There’s rarely been a better moment for Apple show its commitment to fundamental human rights. The Journal’s Liza Lin reports:
China’s internet watchdog instructed tech companies to expand censorship of protests and moved to curb access to virtual private networks this week, as a government clampdown succeeds in keeping most protesters off the streets after nationwide demonstrations erupted over the weekend against the country’s strict Covid policies.
The Cyberspace Administration of China issued guidance to companies on Tuesday, including Tencent Holdings Ltd. and ByteDance Ltd., the Chinese owner of short video apps TikTok and Douyin, asking them to add more staff to internet-censorship teams, people familiar with the matter said. The companies were also asked to pay more attention to content related to the protests, particularly information about demonstrations at Chinese universities and a fire in the western Xinjiang region that triggered the backlash over Covid policies...The Cyberspace Administration of China and ByteDance didn’t respond to requests for comment.
Is there any evidence that ByteDance is doing anything at all to defy the communist regime that systematically assaults fundamental human rights?

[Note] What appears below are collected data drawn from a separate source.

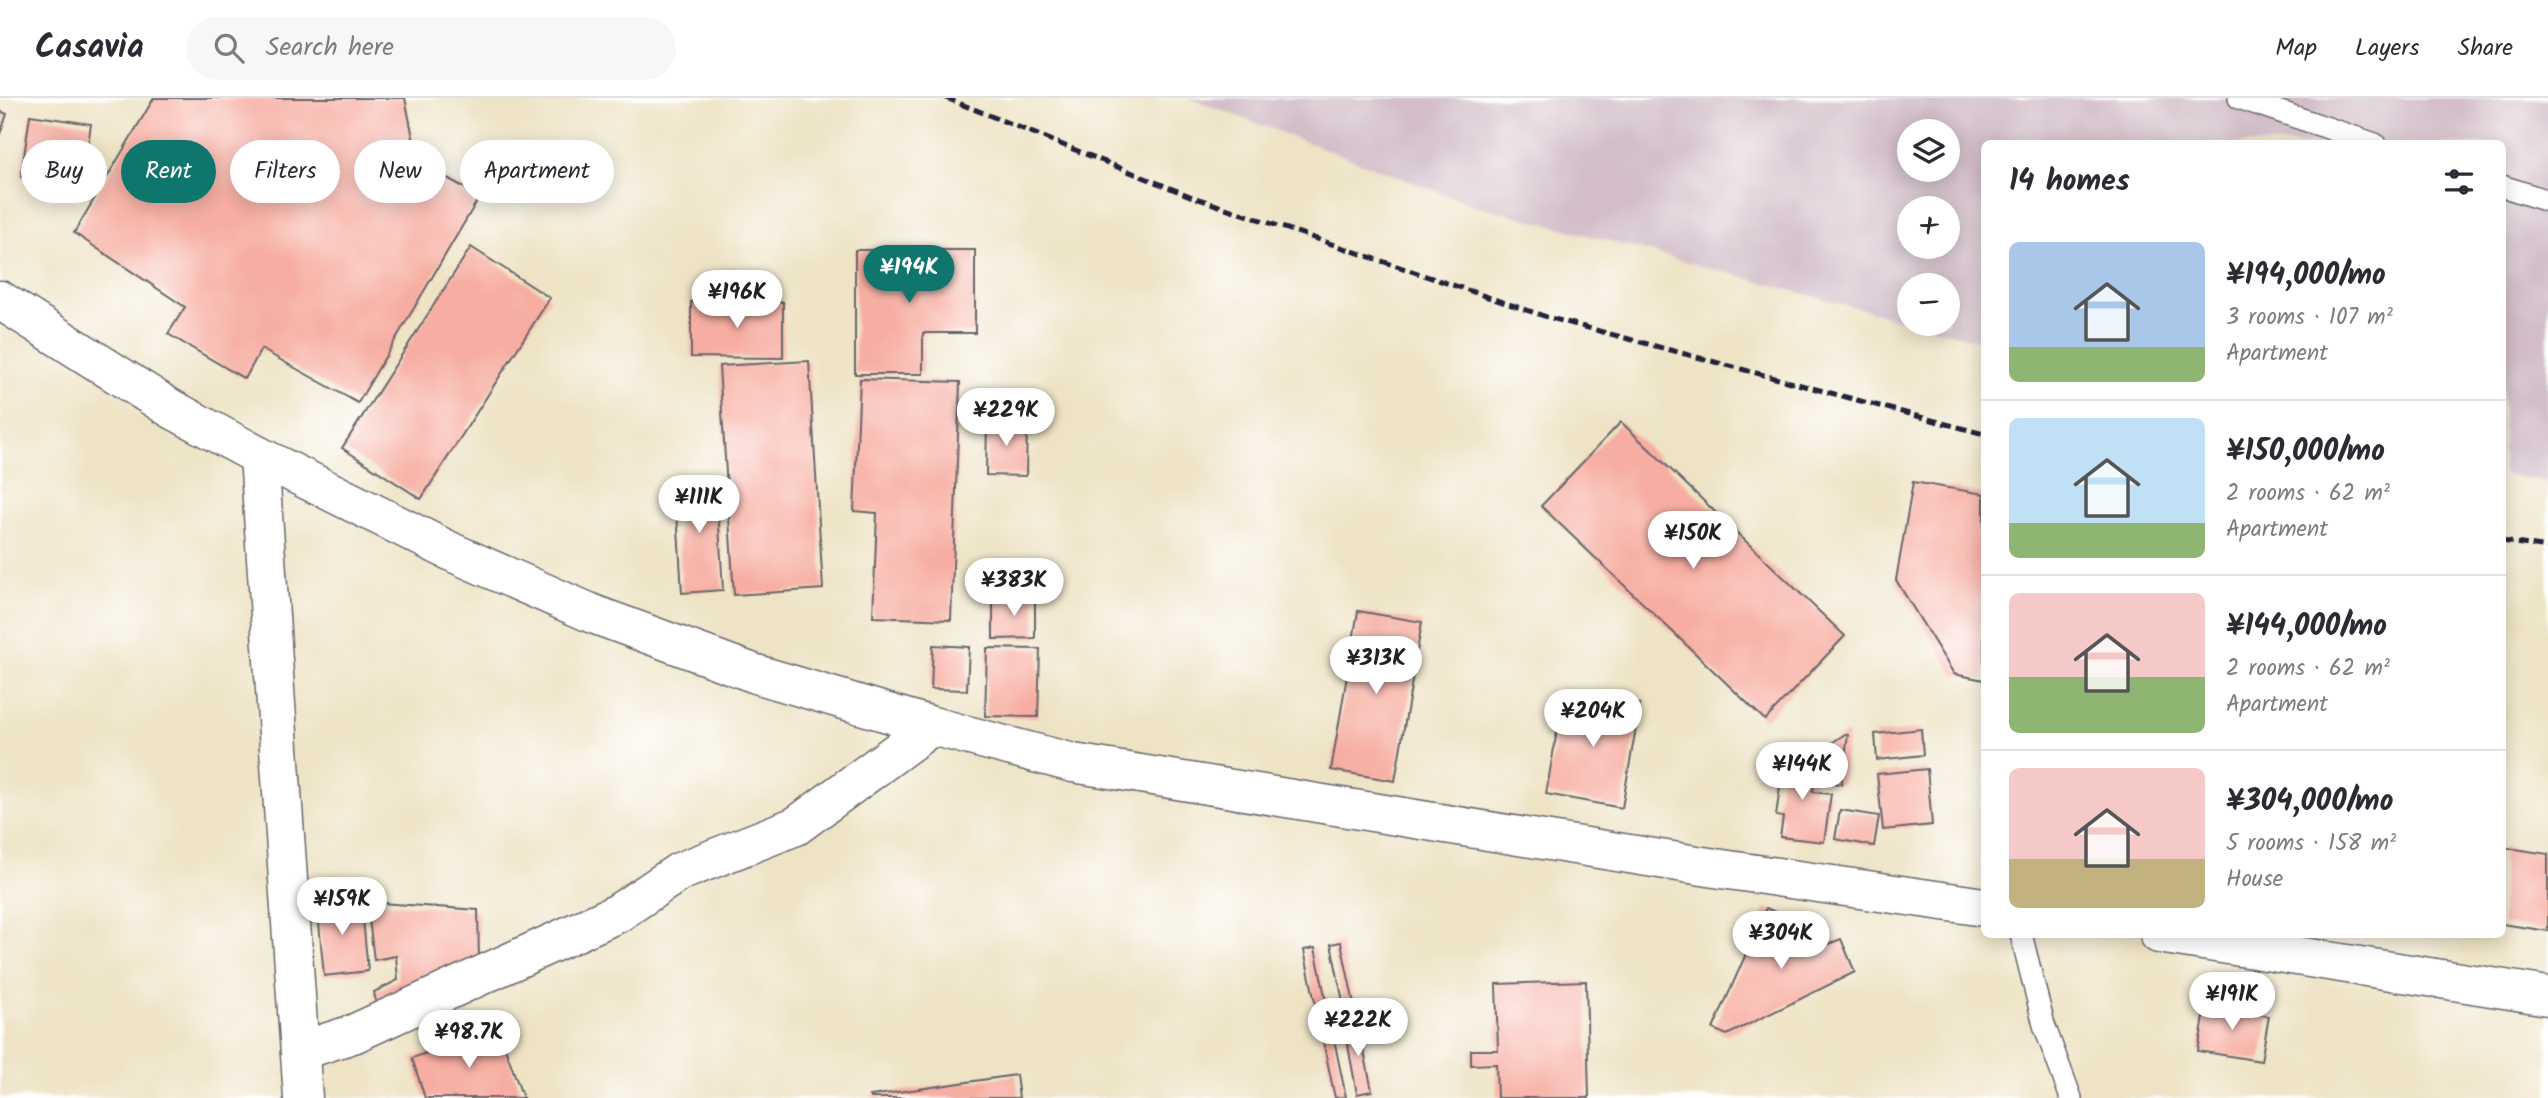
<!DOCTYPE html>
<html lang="en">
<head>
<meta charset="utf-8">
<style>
	body { margin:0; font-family:Kalam,sans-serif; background:#f7f7f7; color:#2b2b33; height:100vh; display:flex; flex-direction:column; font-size:26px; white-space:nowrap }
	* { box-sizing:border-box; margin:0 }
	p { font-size:23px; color:#7c7c81 }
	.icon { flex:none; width:38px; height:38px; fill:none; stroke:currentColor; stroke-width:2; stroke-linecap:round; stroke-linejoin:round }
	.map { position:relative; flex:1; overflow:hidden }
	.details { position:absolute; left:1981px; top:42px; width:525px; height:798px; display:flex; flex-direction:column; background:#fff; border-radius:10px; box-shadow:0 4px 18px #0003 }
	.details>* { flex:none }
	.banner { position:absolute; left:21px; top:42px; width:665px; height:63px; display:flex; gap:14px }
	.controls { position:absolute; left:1897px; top:21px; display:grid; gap:14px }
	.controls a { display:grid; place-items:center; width:63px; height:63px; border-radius:50%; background:#fff; box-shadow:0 4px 18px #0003; font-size:35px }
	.price { position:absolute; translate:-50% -60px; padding:0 16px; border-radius:24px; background:#fff; color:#222; font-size:23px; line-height:46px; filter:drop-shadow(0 2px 4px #0008) }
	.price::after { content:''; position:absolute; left:50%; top:42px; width:21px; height:16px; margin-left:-10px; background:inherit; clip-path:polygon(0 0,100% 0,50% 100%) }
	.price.on { background:#0f766e; color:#fff }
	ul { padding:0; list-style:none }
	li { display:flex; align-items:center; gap:21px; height:175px; padding:0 28px }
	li+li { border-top:2px solid #e1e1e2 }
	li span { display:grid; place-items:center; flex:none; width:196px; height:140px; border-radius:10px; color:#555 }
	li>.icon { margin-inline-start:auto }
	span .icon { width:84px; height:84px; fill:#fffc; stroke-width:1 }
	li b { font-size:30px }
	h2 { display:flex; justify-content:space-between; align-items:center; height:84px; padding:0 28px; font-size:30px }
	.chip { padding:0 24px; border-radius:32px; background:#fff; box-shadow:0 4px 18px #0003; font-size:24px; line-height:63px }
	.chip.on { background:#0f766e; color:#fff }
	header { display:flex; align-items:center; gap:42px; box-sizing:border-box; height:98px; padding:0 35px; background:#fff; border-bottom:2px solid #e1e1e2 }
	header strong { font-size:33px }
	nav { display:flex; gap:38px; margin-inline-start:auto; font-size:24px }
	.search { width:490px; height:63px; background:#f7f7f7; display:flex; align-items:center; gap:18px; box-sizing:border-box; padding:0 24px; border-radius:38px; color:#7c7c81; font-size:26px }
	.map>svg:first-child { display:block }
</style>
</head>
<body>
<header>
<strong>Casavia</strong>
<div class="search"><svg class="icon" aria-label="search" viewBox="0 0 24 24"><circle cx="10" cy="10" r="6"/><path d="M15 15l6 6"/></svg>Search here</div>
<nav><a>Map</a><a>Layers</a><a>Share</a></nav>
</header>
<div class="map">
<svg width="2548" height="1000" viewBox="0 0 2548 1000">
	<rect width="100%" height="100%" fill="#fff"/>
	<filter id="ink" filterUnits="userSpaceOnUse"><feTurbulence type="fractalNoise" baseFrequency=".0143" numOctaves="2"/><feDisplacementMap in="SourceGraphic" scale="14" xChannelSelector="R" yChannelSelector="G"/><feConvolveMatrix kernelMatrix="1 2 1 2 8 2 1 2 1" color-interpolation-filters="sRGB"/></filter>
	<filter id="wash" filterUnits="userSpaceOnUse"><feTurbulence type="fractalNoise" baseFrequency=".00686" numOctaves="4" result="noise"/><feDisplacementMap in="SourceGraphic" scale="28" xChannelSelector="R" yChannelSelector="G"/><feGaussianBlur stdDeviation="1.57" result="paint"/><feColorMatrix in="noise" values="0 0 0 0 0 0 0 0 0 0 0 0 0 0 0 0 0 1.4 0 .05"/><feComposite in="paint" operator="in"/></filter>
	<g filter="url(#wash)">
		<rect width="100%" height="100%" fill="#eee3c5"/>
		<!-- industrial -->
		<path fill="#d2bdc8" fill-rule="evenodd" d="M1189,0h1359v384l-45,-8 -1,-330h-518v198l-67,-18h31v-39h-39v37l-441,-119zM1909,33h39v39h-39zM1909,110h39v39h-39z"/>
		<g id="blocks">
			<!-- building -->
			<g fill="#f7ada1">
				<path d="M154,0h251l13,64 62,34 -122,207 -97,-54 -16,30 -77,-45 17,-27 -111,-74z"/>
				<path d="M0,13l7,3 -7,20z"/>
				<path d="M30,17l61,9 -9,62 -61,-9z"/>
				<path d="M471,149l79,51 -129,201 -79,-51z"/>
				<path d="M855,152h120v83h-52v41h-68z"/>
				<path d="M691,204h92v56l-92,-1z"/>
				<path d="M809,263l14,228 -89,6 -15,-229z"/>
				<path d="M860,281l100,3 -9,238 -78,-3 4,-104 -23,-2z"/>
				<path d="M987,323l40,1 -1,54 -40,-1z"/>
				<path d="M1621,324l224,214 -80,84 -224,-214z"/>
				<path d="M716,379l7,113 -41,3 -7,-113z"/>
				<path d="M1913,384l71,12v186l-30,-6 -58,-94z"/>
				<path d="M993,499h42v41l-42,1z"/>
				<path d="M1358,513l64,11 -27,159 -64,-11z"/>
				<path d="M933,547l36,2 -2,43 -36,-1z"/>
				<path d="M987,550l53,1 -2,68 -53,-1z"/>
				<path d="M1564,593l76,13 -18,104 -76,-14z"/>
				<path d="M1921,631l2,26 -46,5 -2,-26z"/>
				<path d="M1845,636l3,1 -7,49 -22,-3 5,-33z"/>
				<path d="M1784,659l33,5 -4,30 18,2 -7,48 -44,-5 3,-20 -7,-1z"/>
				<path d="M1927,671l5,56 -49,5 -6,-56z"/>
				<path d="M1840,712l39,6 -5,30 -39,-7z"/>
				<path d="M2502,749l46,7v77l-46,-7z"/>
				<path d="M361,800l7,73 -44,5 -7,-74z"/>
				<path d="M367,804l111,8 1,50 -102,47 -3,-15 24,-12 -2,-24 -22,4z"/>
				<path d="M1766,810l60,27 -5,12 20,-8 14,33 -128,63 -14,-6z"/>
				<path d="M1341,844l14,67 -10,2 -14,-67z"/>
				<path d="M1315,850l31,149 -11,1 -31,-148z"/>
				<path d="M1586,883l3,117h-92l-1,-34 -25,1v-15h27l-2,-66z"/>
				<path d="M2208,897l15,2 -2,11 48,8 -8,45 -63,-10z"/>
				<path d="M1358,923l14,70 -15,3 -13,-70z"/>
				<path d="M498,930l25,70h-98l-13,-40z"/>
				<path d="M1016,977l3,23h-148l-1,-2z"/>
			</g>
		</g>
	</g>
	<g filter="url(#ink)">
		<use href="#blocks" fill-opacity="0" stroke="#69666b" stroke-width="2"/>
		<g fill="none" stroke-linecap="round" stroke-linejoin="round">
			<!-- lane casing -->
			<g stroke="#69666b" stroke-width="24">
				<g id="lane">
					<path d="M2239,0l136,46"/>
					<path d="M2502,88l46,15"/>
					<path d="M2021,836l23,91 27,73"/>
				</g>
			</g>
			<!-- street casing -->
			<g stroke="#69666b" stroke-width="41">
				<g id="street">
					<path d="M259,358l44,642"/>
					<path d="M300,953l53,-17 265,-121 61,-41 117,-46 136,-100"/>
				</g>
			</g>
			<!-- secondary casing -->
			<g stroke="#69666b" stroke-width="41">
				<g id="secondary">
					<path d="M0,202l170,108 89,48 197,98 137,60 163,60 176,52 141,37 642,105 269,39"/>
					<path d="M2159,836l389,62"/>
				</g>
			</g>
			<!-- lane -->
			<use href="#lane" stroke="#fff" stroke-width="21"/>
			<!-- street -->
			<use href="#street" stroke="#fff" stroke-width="38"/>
			<!-- secondary -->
			<use href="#secondary" stroke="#fff" stroke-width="38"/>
			<!-- rail -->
			<g stroke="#22223b" stroke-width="5" stroke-dasharray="10 5" stroke-linecap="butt">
				<path d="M946,0l244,98 357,121 437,117"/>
				<path d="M2502,443l46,7"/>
			</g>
		</g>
	</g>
</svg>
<div class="controls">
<a><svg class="icon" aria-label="layers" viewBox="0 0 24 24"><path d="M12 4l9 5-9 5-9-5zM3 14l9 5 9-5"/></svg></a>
<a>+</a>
<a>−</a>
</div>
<b class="price on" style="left:909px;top:207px">¥194K</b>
<b class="price" style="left:737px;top:232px">¥196K</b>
<b class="price" style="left:1006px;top:350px">¥229K</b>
<b class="price" style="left:699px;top:437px">¥111K</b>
<b class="price" style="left:1693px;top:473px">¥150K</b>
<b class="price" style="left:1014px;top:520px">¥383K</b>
<b class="price" style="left:1376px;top:598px">¥313K</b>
<b class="price" style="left:1593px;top:651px">¥204K</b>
<b class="price" style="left:1802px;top:704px">¥144K</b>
<b class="price" style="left:342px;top:839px">¥159K</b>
<b class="price" style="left:1781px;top:873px">¥304K</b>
<b class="price" style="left:2232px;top:934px">¥191K</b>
<b class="price" style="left:1358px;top:960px">¥222K</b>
<b class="price" style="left:469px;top:972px">¥98.7K</b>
<div class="banner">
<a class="chip">Buy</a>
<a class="chip on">Rent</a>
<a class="chip">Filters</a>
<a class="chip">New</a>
<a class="chip">Apartment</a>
</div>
<section class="details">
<h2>14 homes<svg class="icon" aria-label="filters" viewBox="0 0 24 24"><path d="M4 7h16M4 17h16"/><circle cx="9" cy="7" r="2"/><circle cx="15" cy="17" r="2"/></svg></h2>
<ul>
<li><span style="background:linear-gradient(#a9c7e8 75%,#8fb573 0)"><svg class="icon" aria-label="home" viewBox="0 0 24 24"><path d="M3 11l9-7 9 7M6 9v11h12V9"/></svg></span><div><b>¥194,000/mo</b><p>3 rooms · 107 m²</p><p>Apartment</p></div></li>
<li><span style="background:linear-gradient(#bfe0f5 75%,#8fb573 0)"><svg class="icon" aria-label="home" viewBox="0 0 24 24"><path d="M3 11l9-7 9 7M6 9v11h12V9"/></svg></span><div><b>¥150,000/mo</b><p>2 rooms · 62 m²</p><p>Apartment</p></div></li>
<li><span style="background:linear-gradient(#f6c9c9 60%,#8fb573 0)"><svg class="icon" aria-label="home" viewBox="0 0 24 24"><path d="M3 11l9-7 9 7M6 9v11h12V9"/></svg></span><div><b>¥144,000/mo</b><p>2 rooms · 62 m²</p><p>Apartment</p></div></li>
<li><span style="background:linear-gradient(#f6c9c9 65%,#c2b280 0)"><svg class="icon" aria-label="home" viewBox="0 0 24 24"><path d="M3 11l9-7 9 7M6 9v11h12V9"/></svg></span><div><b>¥304,000/mo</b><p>5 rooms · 158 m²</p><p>House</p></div></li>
</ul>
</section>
</div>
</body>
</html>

No one is arguing that TikTok, which now completely dominates the U.S. social media landscape when it comes to the viewing habits of high school kids, is not a technological innovator. In fact its innovations likely make it especially intriguing for foreign state-controlled media looking to influence U.S. conversation. Ms. Bobrowsky and Journal colleagues Salvador Rodriguez, Sarah Needleman and Georgia Wells reported in November:
The way TikTok functioned was inherently different from other social media. Instead of showing users posts from friends and others they chose to follow, TikTok showed users videos from people they didn’t necessarily follow but that they might like. The algorithm learned what type of content each individual person wanted to see based on how much time they spent watching or lingering over specific videos. The more time users spent on the app, the better TikTok’s algorithm got at feeding them...
Some began to question the possible downsides of the algorithm’s power, which at times helped keep users on the app for hours a day and sometimes served them content that could be harmful. A Wall Street Journal investigation last year, for example, showed that TikTok’s algorithms were flooding teens’ For You pages with videos encouraging weight loss and disordered eating. (Days after the Journal brought its findings to TikTok, the app said it would tweak its recommendation algorithm to avoid showing users too much similar content.) A recent Pew survey found that two-thirds of teens say they use TikTok and nearly a fifth say they are on it “almost constantly."
Couldn’t U.S. teens possibly use other video services for a few months until TikTok delivers its promised changes and Apple and Google address the questions about transparency and privacy?
The Journal report in November noted:
TikTok said it has never shared U.S. user data with the Chinese government and that it wouldn’t if asked.
How exactly would a business in China say no to Xi Jinping?